You mostly associate the words “painkiller,” “massage,” and “rest” when it comes to headache relief. How would you know when it’s time to talk to your doctor though? Now you have to think of the word “snoop.”
SNOOP is an acronym devised by the American Headache Society to help you remember the signs and symptoms that merit the immediate attention of a doctor. It stands for Systemic, Neurological, Onset, Old Age, and Prior Headache. Additional information are as follows:
Systemic. This refers to other physical symptoms that accompany your headache. Systemic symptoms include appetite loss, pain in other body parts, and fever. If you have a headache and you have serious diseases like cancer or HIV, don’t try to deal with the pain on the head on your own.
Neurological. Your headache may be significantly interfering with your mental and cognitive functions through blurry vision, weakness, and personality changes. This means that it’s no longer just the nerves in your head that are affected.

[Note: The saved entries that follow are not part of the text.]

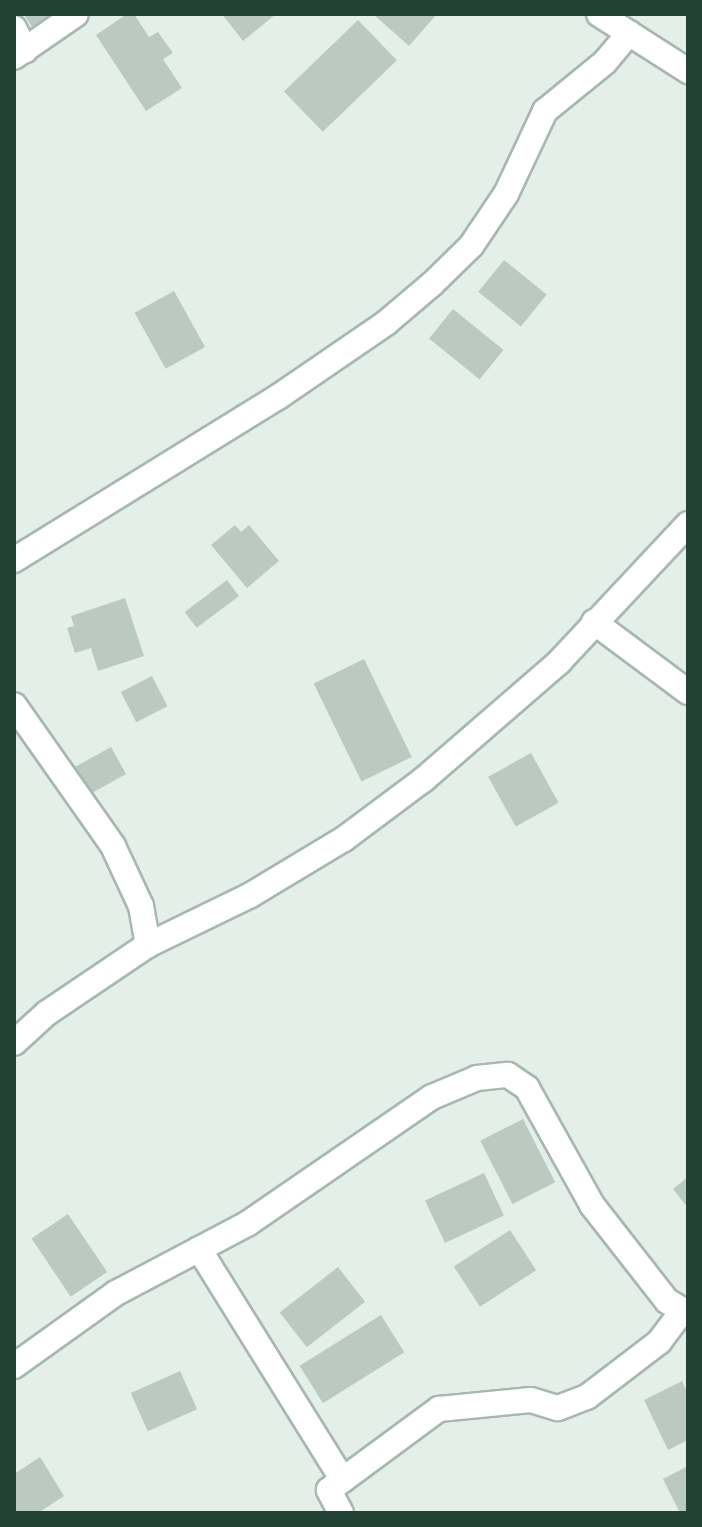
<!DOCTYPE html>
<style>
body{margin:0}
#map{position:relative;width:702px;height:1527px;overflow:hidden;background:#e5efe9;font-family:"Varela Round",sans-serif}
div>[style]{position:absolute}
.building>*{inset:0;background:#bacac2;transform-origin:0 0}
.roads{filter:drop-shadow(2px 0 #a7b8b0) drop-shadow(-2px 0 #a7b8b0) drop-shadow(0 2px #a7b8b0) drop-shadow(0 -2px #a7b8b0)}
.street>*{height:24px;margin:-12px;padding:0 12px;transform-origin:12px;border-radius:12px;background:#fff}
span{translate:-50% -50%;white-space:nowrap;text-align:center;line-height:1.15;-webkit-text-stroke:6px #f6fbf8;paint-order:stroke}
.frame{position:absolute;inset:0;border:16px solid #234236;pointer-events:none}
</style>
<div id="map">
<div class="building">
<i style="clip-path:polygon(24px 14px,54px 14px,35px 32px)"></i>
<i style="clip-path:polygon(127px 14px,134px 14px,149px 37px,158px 32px,173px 53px,163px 59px,182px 88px,146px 111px,96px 35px)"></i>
<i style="clip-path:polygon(222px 14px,276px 14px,243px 41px)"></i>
<i style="clip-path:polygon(373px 14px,437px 14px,409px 46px)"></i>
<i style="left:358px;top:20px;width:56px;height:103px;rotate:46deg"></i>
<i style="left:504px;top:260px;width:55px;height:41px;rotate:39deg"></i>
<i style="left:174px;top:291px;width:64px;height:45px;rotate:61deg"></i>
<i style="left:453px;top:309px;width:65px;height:38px;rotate:39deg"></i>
<i style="clip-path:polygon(235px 525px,241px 532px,249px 525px,279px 561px,247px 588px,211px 545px)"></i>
<i style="left:227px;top:580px;width:20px;height:53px;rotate:53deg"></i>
<i style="clip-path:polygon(125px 598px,144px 656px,98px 671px,91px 648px,75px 653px,67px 628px,74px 626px,71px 616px)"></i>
<i style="left:364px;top:659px;width:109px;height:56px;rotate:64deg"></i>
<i style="left:152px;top:676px;width:34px;height:35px;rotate:63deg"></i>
<i style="left:111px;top:747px;width:31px;height:43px;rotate:61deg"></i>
<i style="left:531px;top:753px;width:57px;height:49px;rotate:61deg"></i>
<i style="left:523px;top:1119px;width:71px;height:48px;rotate:63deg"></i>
<i style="left:484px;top:1173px;width:47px;height:65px;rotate:65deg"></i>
<i style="clip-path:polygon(688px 1177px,688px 1208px,673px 1189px)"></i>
<i style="left:68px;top:1214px;width:70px;height:44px;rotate:56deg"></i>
<i style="left:510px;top:1230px;width:48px;height:67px;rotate:57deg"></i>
<i style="left:338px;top:1267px;width:44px;height:74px;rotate:52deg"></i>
<i style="left:381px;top:1315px;width:44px;height:96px;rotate:58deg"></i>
<i style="left:180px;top:1371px;width:42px;height:54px;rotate:66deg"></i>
<i style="clip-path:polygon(682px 1381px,688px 1394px,688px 1440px,668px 1450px,644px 1400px)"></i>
<i style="clip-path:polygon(40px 1457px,64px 1496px,38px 1513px,14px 1513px,14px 1474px)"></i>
<i style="clip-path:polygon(688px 1466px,688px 1513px,680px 1513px,663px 1479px)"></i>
</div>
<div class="roads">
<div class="street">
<i style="left:599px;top:14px;width:106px;rotate:32.6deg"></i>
<i style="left:14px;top:28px;width:25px;rotate:64deg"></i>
<i style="left:14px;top:57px;width:75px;rotate:-34.7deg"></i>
<i style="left:14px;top:560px;width:310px;rotate:-31.7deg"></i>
<i style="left:278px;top:397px;width:131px;rotate:-34.4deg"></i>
<i style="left:386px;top:323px;width:60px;rotate:-40.3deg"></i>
<i style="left:432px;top:284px;width:54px;rotate:-44.3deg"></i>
<i style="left:471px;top:246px;width:63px;rotate:-56.1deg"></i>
<i style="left:506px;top:194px;width:92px;rotate:-64.8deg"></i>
<i style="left:545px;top:111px;width:77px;rotate:-39.2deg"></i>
<i style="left:605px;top:62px;width:38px;rotate:-50deg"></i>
<i style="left:594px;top:622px;width:117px;rotate:36.7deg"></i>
<i style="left:14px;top:705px;width:172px;rotate:54.9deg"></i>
<i style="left:113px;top:846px;width:66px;rotate:65deg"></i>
<i style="left:141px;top:906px;width:40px;rotate:80deg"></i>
<i style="left:14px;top:1043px;width:45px;rotate:-42.3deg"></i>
<i style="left:47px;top:1013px;width:122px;rotate:-34deg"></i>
<i style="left:148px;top:945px;width:112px;rotate:-25.9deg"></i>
<i style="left:249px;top:896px;width:111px;rotate:-31deg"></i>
<i style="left:344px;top:839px;width:99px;rotate:-36.8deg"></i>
<i style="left:423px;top:780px;width:180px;rotate:-40.9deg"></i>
<i style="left:559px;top:662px;width:189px;rotate:-46.9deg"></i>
<i style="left:199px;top:1249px;width:272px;rotate:58.1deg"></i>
<i style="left:14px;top:1366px;width:125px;rotate:-35.6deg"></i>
<i style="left:116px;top:1293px;width:148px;rotate:-27.8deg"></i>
<i style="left:247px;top:1224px;width:224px;rotate:-34.5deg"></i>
<i style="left:432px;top:1097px;width:49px;rotate:-22.9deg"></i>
<i style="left:477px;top:1078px;width:31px;rotate:-6deg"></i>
<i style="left:508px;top:1075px;width:23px;rotate:34deg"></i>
<i style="left:527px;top:1088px;width:134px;rotate:60.9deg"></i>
<i style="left:592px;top:1205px;width:122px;rotate:52deg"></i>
<i style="left:667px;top:1301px;width:24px;rotate:30deg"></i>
<i style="left:341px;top:1513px;width:26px;rotate:-118deg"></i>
<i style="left:329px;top:1490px;width:137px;rotate:-36.4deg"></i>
<i style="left:439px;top:1409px;width:92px;rotate:-5.6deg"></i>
<i style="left:531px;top:1400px;width:28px;rotate:17deg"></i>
<i style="left:558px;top:1408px;width:31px;rotate:-21deg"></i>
<i style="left:587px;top:1397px;width:91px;rotate:-37.4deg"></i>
<i style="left:659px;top:1342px;width:36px;rotate:-53deg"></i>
</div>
</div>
<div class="frame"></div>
</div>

Onset. How did your headache begin? If the pain comes suddenly and increases rapidly, you need medical attention. The same goes for headaches that start after sex, or coughing, among others. You may have a more serious medical problem like an aneurism.
Old Age. If you’re at least 50 and you experience headaches for the first time, you may have a brain tumor.
Prior Headaches. Check your headache history. Do your headaches happen often? Are they getting more and more painful every time they show up? Find a doctor if your answer to these questions is a resounding “yes.”
Again, SNOOP is the word to remember if you want to determine whether you should rush to your doctor, or just manage the headache on your own. What do you do when something like a headache bugs you big time? Snoop.